TASK REQUIREMENTS: The word "image" may appear in the records below. Report how many lines contain it, and write nothing besides the number.

** SOURCE MATERIAL follows **

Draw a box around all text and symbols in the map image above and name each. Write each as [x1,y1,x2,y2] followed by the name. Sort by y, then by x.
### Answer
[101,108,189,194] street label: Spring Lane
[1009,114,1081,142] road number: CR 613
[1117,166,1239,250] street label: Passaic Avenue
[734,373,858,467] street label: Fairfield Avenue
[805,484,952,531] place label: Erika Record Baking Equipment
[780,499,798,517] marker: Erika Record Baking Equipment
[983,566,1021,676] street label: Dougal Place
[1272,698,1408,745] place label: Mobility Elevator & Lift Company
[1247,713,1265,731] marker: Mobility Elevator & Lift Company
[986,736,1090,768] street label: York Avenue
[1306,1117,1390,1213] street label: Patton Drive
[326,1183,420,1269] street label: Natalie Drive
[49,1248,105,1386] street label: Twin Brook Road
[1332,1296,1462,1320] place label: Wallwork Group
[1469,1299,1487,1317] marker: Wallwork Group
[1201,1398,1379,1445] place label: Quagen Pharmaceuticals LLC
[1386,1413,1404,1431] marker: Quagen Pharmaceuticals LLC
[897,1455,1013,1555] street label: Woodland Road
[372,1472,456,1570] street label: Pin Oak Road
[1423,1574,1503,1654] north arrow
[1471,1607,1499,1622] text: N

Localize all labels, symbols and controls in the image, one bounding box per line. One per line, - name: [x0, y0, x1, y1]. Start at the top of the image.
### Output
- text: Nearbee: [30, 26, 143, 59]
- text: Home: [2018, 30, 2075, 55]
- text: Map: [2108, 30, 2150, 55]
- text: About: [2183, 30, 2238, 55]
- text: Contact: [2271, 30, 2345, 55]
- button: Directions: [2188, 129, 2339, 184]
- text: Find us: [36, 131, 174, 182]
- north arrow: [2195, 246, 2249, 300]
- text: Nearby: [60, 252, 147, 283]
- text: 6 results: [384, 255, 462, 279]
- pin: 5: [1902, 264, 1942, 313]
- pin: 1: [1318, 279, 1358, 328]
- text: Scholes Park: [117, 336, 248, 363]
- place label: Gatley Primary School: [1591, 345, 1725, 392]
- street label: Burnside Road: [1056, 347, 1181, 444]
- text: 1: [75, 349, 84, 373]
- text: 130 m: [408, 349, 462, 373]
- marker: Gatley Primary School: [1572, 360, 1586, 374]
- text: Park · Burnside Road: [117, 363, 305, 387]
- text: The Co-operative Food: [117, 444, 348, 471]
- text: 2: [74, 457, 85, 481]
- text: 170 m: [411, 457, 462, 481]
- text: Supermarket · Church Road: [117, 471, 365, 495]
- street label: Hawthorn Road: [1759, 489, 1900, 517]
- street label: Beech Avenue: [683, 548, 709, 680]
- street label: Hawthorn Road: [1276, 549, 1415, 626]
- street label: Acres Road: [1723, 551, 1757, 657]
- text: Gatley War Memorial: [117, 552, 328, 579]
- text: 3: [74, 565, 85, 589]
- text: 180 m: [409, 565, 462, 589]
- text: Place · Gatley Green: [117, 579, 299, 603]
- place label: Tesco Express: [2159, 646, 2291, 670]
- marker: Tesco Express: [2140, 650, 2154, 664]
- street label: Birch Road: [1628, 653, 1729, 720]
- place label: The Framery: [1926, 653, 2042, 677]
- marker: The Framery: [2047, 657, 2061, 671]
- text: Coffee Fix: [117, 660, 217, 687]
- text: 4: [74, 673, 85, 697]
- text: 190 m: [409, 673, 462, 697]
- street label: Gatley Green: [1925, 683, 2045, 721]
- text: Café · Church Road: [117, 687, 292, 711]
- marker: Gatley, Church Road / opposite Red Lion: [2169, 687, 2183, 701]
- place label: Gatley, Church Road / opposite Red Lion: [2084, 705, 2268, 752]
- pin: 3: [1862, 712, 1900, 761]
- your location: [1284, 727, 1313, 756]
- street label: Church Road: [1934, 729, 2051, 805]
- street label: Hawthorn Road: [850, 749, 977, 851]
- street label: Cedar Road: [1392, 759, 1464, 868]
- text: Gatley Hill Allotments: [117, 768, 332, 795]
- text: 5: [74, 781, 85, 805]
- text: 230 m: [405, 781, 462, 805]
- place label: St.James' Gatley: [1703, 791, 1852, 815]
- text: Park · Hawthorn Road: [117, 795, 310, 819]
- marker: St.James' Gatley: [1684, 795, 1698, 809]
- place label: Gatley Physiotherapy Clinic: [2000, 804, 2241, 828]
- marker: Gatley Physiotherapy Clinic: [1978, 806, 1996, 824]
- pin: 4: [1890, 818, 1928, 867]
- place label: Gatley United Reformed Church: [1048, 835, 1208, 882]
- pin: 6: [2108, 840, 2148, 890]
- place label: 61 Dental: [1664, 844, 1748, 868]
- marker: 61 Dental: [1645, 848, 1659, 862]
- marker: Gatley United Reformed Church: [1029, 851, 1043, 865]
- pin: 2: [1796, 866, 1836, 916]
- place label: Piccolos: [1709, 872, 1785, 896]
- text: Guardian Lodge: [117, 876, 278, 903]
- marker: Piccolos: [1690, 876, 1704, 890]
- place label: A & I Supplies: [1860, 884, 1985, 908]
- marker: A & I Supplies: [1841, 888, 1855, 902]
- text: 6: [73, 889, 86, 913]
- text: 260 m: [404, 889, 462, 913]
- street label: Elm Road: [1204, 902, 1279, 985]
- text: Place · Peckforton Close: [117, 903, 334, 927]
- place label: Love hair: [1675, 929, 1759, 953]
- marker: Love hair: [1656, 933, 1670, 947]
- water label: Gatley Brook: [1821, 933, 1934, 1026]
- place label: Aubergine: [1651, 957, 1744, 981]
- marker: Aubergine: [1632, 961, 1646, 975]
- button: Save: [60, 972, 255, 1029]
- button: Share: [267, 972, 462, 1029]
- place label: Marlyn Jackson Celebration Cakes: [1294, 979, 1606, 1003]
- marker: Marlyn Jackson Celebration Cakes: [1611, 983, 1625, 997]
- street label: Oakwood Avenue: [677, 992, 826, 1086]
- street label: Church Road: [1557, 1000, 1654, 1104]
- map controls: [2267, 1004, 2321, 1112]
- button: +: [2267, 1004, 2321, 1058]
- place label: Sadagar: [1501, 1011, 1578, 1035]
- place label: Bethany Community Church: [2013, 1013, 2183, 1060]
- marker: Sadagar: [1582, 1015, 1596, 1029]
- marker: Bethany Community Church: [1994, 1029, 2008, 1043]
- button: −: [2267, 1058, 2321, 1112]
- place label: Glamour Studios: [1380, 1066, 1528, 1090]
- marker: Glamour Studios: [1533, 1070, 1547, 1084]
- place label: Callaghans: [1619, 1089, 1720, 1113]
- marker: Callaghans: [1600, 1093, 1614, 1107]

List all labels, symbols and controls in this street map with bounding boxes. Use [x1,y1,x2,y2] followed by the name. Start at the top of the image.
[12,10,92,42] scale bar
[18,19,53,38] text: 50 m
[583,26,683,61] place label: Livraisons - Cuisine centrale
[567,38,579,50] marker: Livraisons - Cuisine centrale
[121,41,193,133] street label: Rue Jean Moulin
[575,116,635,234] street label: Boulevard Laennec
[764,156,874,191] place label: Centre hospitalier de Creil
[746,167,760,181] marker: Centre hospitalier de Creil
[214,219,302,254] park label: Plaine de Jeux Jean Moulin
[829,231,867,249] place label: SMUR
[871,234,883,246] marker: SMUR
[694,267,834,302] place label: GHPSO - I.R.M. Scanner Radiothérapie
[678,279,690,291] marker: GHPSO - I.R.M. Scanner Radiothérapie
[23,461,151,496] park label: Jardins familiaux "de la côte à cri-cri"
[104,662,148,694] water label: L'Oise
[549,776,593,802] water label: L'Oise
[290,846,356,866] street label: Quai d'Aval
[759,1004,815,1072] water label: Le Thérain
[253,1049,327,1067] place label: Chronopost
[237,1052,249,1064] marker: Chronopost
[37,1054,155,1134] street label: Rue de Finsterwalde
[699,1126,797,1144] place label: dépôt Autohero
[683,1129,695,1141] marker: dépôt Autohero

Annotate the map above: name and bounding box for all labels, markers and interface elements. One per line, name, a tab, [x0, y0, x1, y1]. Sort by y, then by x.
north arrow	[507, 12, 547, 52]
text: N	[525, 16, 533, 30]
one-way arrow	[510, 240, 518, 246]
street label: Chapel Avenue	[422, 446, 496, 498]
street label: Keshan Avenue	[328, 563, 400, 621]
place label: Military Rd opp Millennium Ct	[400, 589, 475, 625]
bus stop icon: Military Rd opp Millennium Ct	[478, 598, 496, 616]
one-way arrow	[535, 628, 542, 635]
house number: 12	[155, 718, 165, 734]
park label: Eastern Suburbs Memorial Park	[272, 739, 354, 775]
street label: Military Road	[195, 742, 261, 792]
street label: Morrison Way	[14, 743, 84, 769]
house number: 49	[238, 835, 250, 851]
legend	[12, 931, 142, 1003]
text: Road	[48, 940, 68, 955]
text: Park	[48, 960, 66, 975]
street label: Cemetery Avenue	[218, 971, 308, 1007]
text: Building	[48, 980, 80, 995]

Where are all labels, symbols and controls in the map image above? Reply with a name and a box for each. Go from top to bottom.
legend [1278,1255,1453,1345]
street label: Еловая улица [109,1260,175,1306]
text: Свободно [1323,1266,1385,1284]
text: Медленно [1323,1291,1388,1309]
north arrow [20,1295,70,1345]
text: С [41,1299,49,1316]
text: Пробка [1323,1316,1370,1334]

** End of SOURCE MATERIAL **

WRITTEN REPLY: 4